No Attention Span Summary: The Gathering & Processing ("G&P") Master Limited Partnerships ("MLPs") ranked in order from highest/best score to lowest score on the key 3 Year Forward Yield After Tax / Valuation Coverage Ratio ("3YR FYAT / VCR") metric are as follows: EXLP, GSJK, NGLS, XTEX, ACMP, RGP, CMLP, APL, AMID, MWE, CPNO, EQM, PVR, WES, DPM.

Gathering & Processing

The members of this MLP segment are grouped as peers based on their business operations within the Energy Value Chain. Essentially the group is the part of the value chain that takes produced hydrocarbons from the Upstream segment once the hydrocarbons are up at the surface and now need to be transported horizontally and processed (generally more applicable to the wet or liquids rich natural gas hydrocarbon stream). For the Upstream segment think of oil and natural gas producing companies that primarily have vertical "pipes," i.e. they have the wells that are drilled down into the ground (they are all going horizontal nowadays with their wells but they all have to drill down vertically first).

G&P MLPs that process more liquids rich natural gas also tend to have higher exposure to commodity prices resulting from the processing contracts that they have in place with the Upstream producers. Keep-Whole and Percent of Proceeds/Liquids contracts have varying degrees of risk with Keep-Whole contracts being much riskier, while Fixed-Fee Processing contracts have no direct commodity risk (definitions can be found here). The G&P MLPs with direct commodity price risk can and do enter into commodity hedging contracts to help manage their risk/exposure.

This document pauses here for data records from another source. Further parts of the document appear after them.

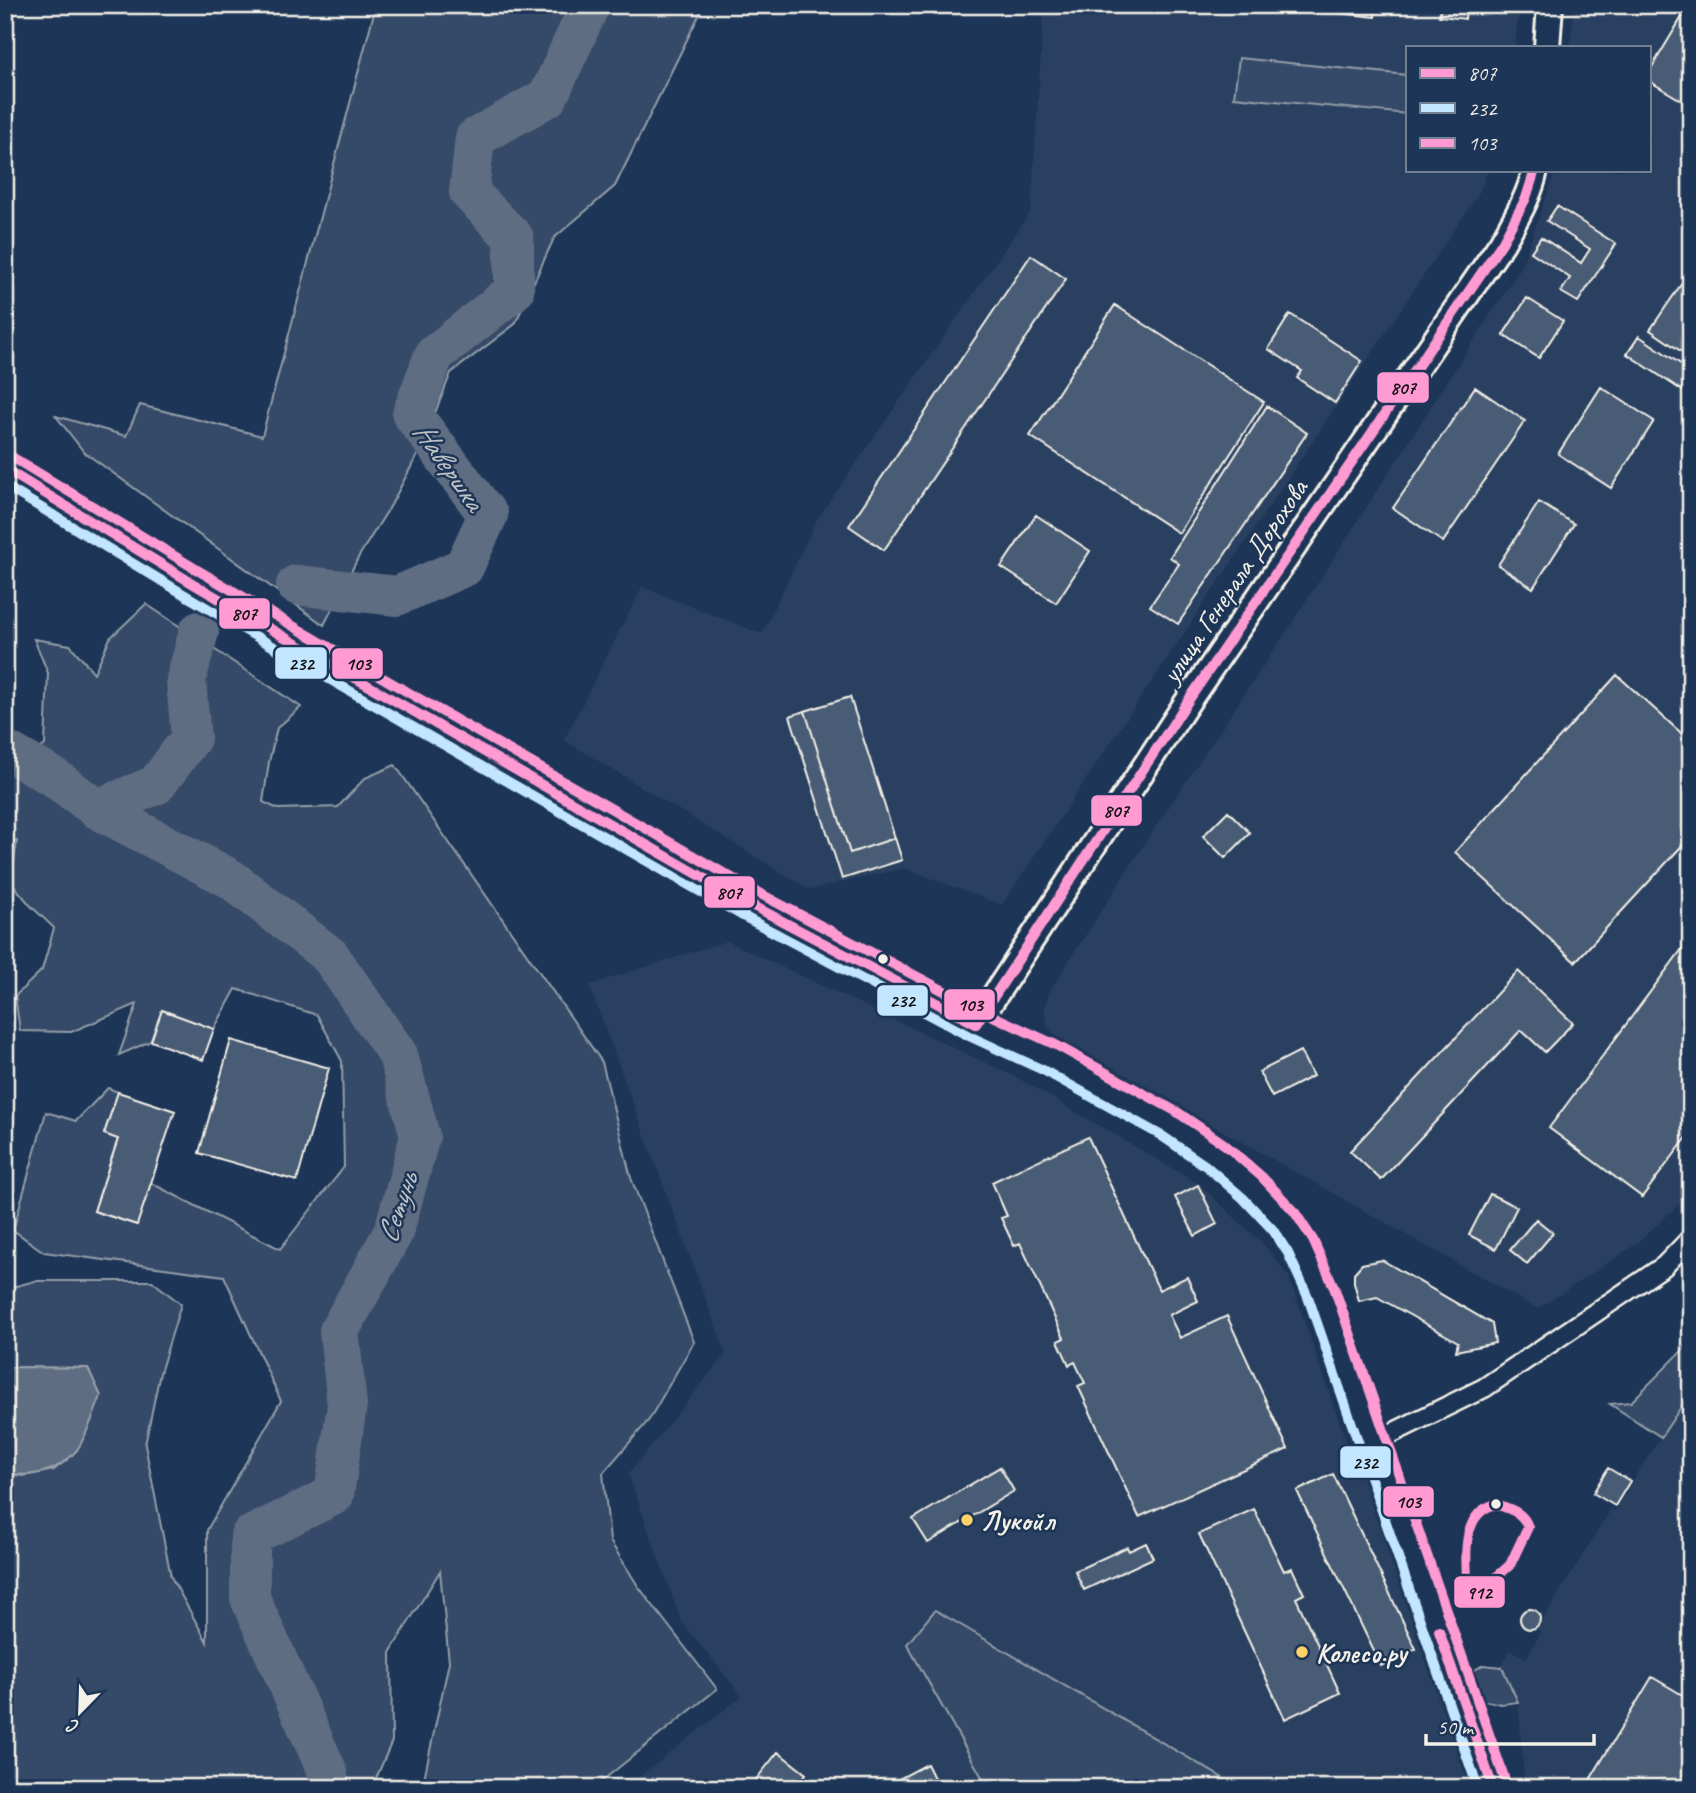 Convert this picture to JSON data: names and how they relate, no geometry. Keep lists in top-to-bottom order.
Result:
{
  "streets": {
    "street": ["улица Генерала Дорохова"]
  },
  "water": ["Навершка", "Сетунь"],
  "places": ["Лукойл", "Колесо.ру"],
  "lines": [
    "transit line 807",
    "transit line 103",
    "transit line 232",
    "transit line 912"
  ],
  "legend": ["807", "232", "103"],
  "scale_bar": "50 m",
  "north": "bottom left"
} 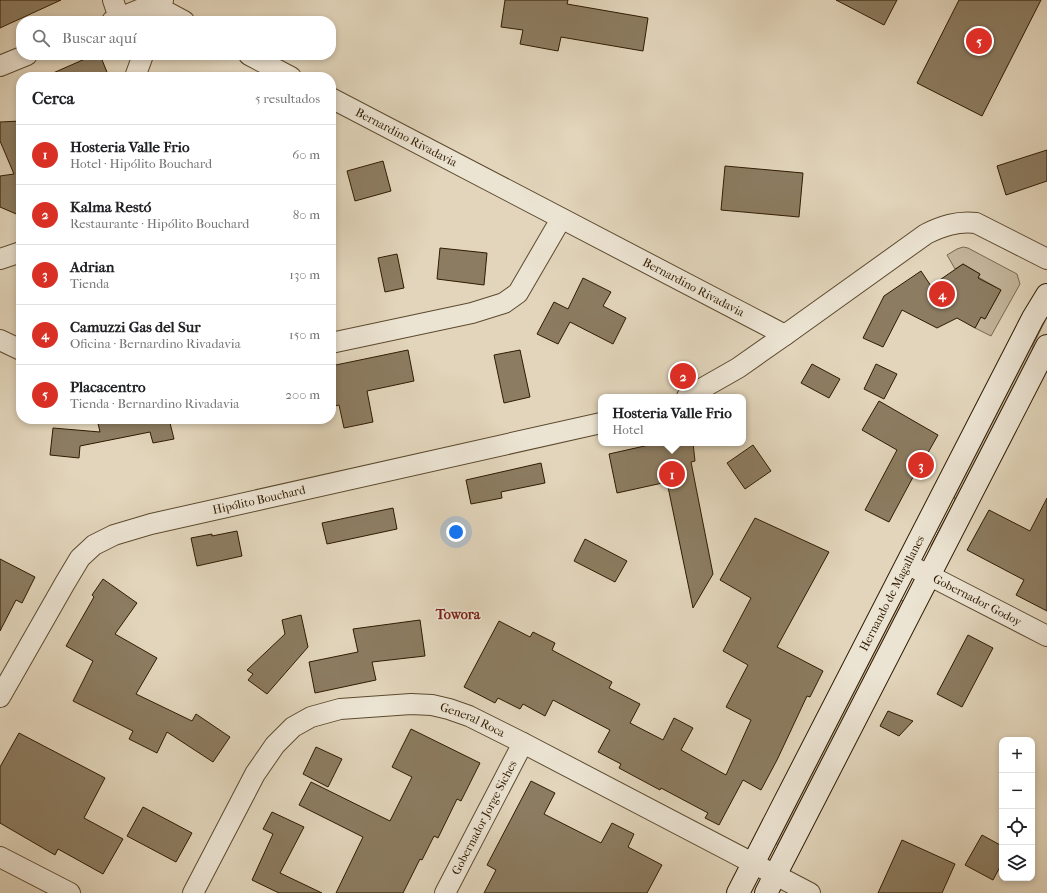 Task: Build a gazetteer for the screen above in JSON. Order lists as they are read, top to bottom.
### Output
{
  "streets": {
    "main road": ["Hernando de Magallanes"],
    "street": [
      "Bernardino Rivadavia",
      "Hipólito Bouchard",
      "Gobernador Godoy",
      "General Roca",
      "Gobernador Jorge Siches"
    ]
  },
  "crossings": [
    ["Hernando de Magallanes", "Gobernador Godoy"],
    ["Hernando de Magallanes", "General Roca"],
    ["General Roca", "Gobernador Jorge Siches"]
  ],
  "districts": ["Towora"],
  "page": {
    "search": "Buscar aquí",
    "pins": [
      "5",
      "4",
      "2",
      "3",
      "1"
    ],
    "heading": ["Cerca", "5 resultados"],
    "list": [
      {
        "mark": "1",
        "name": "Hosteria Valle Frio",
        "note": "Hotel · Hipólito Bouchard",
        "value": "60 m"
      },
      {
        "mark": "2",
        "name": "Kalma Restó",
        "note": "Restaurante · Hipólito Bouchard",
        "value": "80 m"
      },
      {
        "mark": "3",
        "name": "Adrian",
        "note": "Tienda",
        "value": "130 m"
      },
      {
        "mark": "4",
        "name": "Camuzzi Gas del Sur",
        "note": "Oficina · Bernardino Rivadavia",
        "value": "150 m"
      },
      {
        "mark": "5",
        "name": "Placacentro",
        "note": "Tienda · Bernardino Rivadavia",
        "value": "200 m"
      }
    ],
    "popup": ["Hosteria Valle Frio", "Hotel"],
    "map_buttons": ["+", "−"]
  }
} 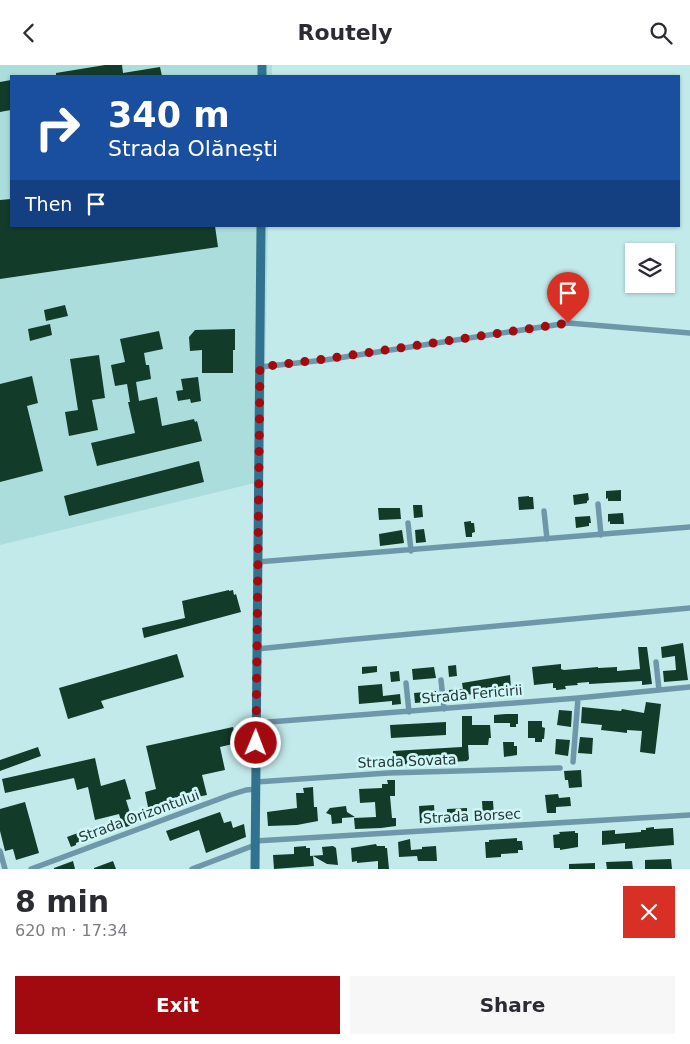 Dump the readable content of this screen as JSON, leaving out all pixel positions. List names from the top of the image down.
{
  "streets": {
    "street": [
      "Strada Fericirii",
      "Strada Sovata",
      "Strada Orizontului",
      "Strada Borsec"
    ]
  },
  "crossings": [
    ["Strada Sovata", "Strada Orizontului"]
  ],
  "page": {
    "header": "Routely",
    "turn": ["340 m", "Strada Olănești"],
    "then": "Then",
    "heading": ["8 min", "620 m · 17:34"],
    "buttons": ["Exit", "Share"]
  }
} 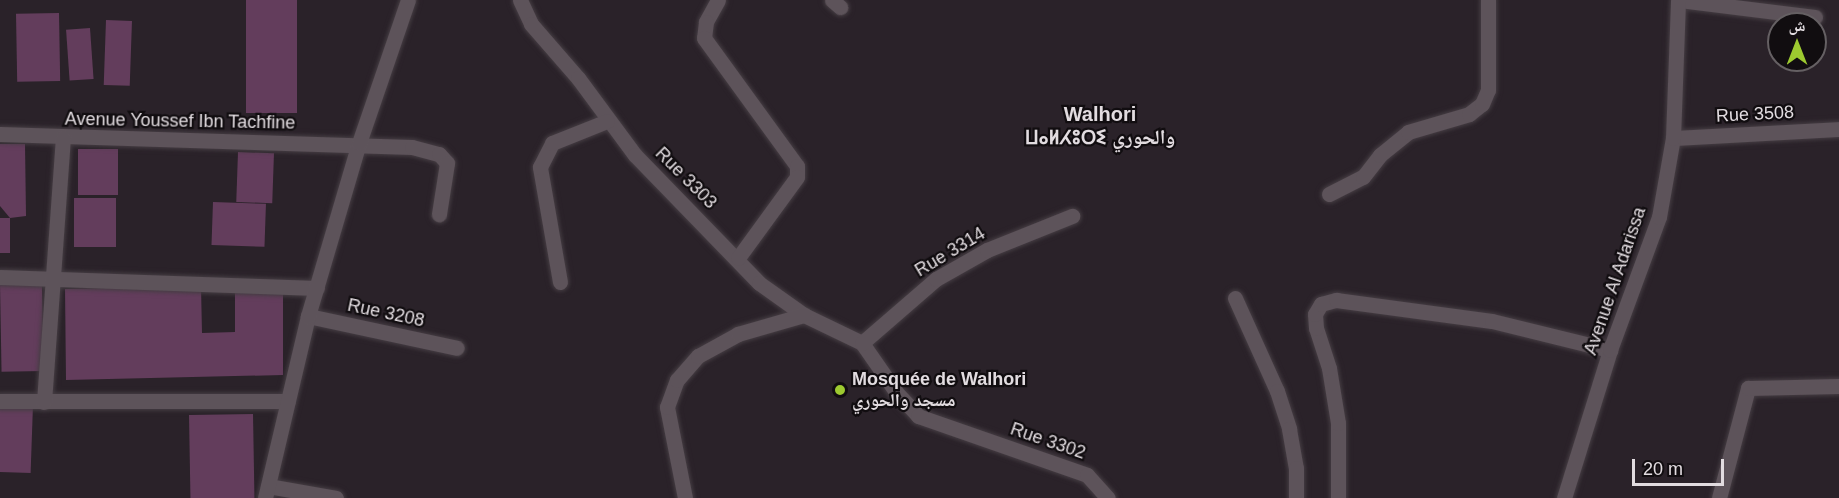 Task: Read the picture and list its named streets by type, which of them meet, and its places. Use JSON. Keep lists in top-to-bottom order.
{
  "streets": {
    "street": [
      "Rue 3508",
      "Avenue Youssef Ibn Tachfine",
      "Rue 3303",
      "Rue 3314",
      "Avenue Al Adarissa",
      "Rue 3208",
      "Rue 3302"
    ]
  },
  "crossings": [
    ["Rue 3508", "Avenue Al Adarissa"],
    ["Rue 3303", "Rue 3314"],
    ["Rue 3303", "Rue 3302"],
    ["Rue 3314", "Rue 3302"]
  ],
  "districts": ["Walhori ⵡⴰⵍⵃⵓⵔⵉ والحوري"],
  "places": ["Mosquée de Walhori مسجد والحوري"],
  "scale_bar": "20 m",
  "north": "top"
} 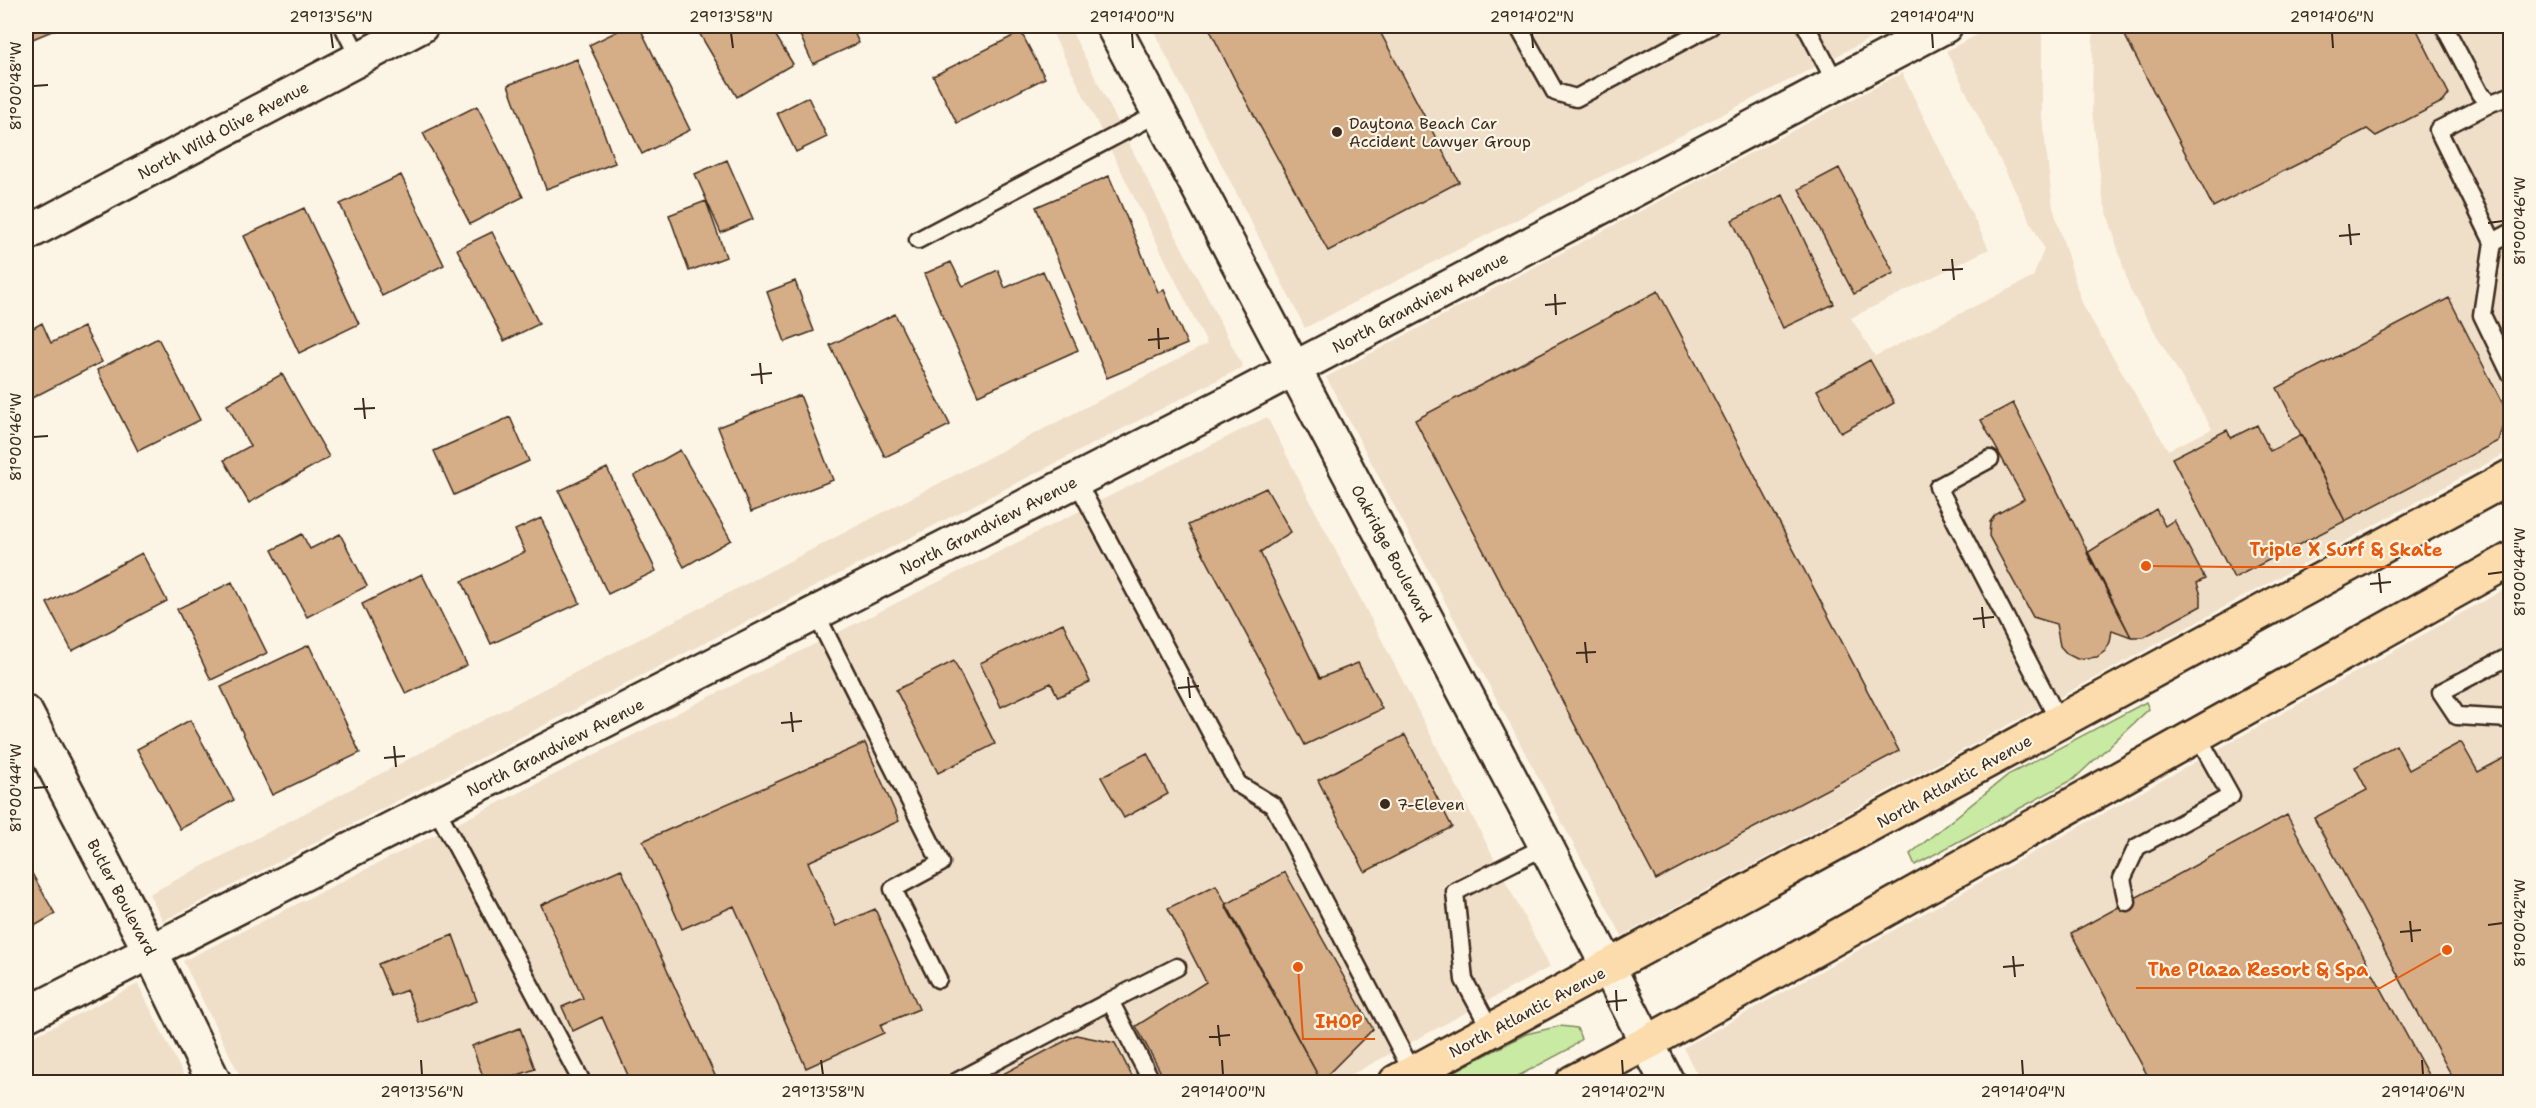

Abbreviated business descriptions taken from Company SEC Filings and/or Company websites that explain why they are all considered part of the G&P MLP segment peer group (sorted alphabetically by ticker symbol):

  1. Access Midstream Partners, L.P. ((NYSE:ACMP)) - Provides gathering, treating and compression services to producers under long-term, Fixed-Fee contracts.
  2. American Midstream Partners, L.P. ((NYSE:AMID)) - Provides natural gas gathering, compression, treating, processing, transportation, and sales of natural gas, natural gas liquids ("NGLs") and condensate, and transportation services in the Gulf Coast and Southeast regions of the United States.
  3. Atlas Pipeline Partners, L.P. ((NYSE:APL)) - Engaged in the gathering and processing of natural gas in the mid-continent and southwestern regions of the United States; natural gas gathering services in the Appalachian Basin in the northeastern region of the United States; and the transportation of NGLs in the southwestern region of the United States.
  4. Crestwood Midstream Partners, L.P. ((NYSE:CMLP)) - Engaged in the gathering, processing, treating, compression, transportation and sales of natural gas and the delivery of NGLs produced in the geological formations of the Barnett Shale in north Texas, the Fayetteville Shale in northwestern Arkansas, the Granite Wash in the Texas Panhandle, the Marcellus Shale in northern West Virginia, the emerging Avalon Shale trend in southeastern New Mexico, and the Haynesville/Bossier Shale in western Louisiana.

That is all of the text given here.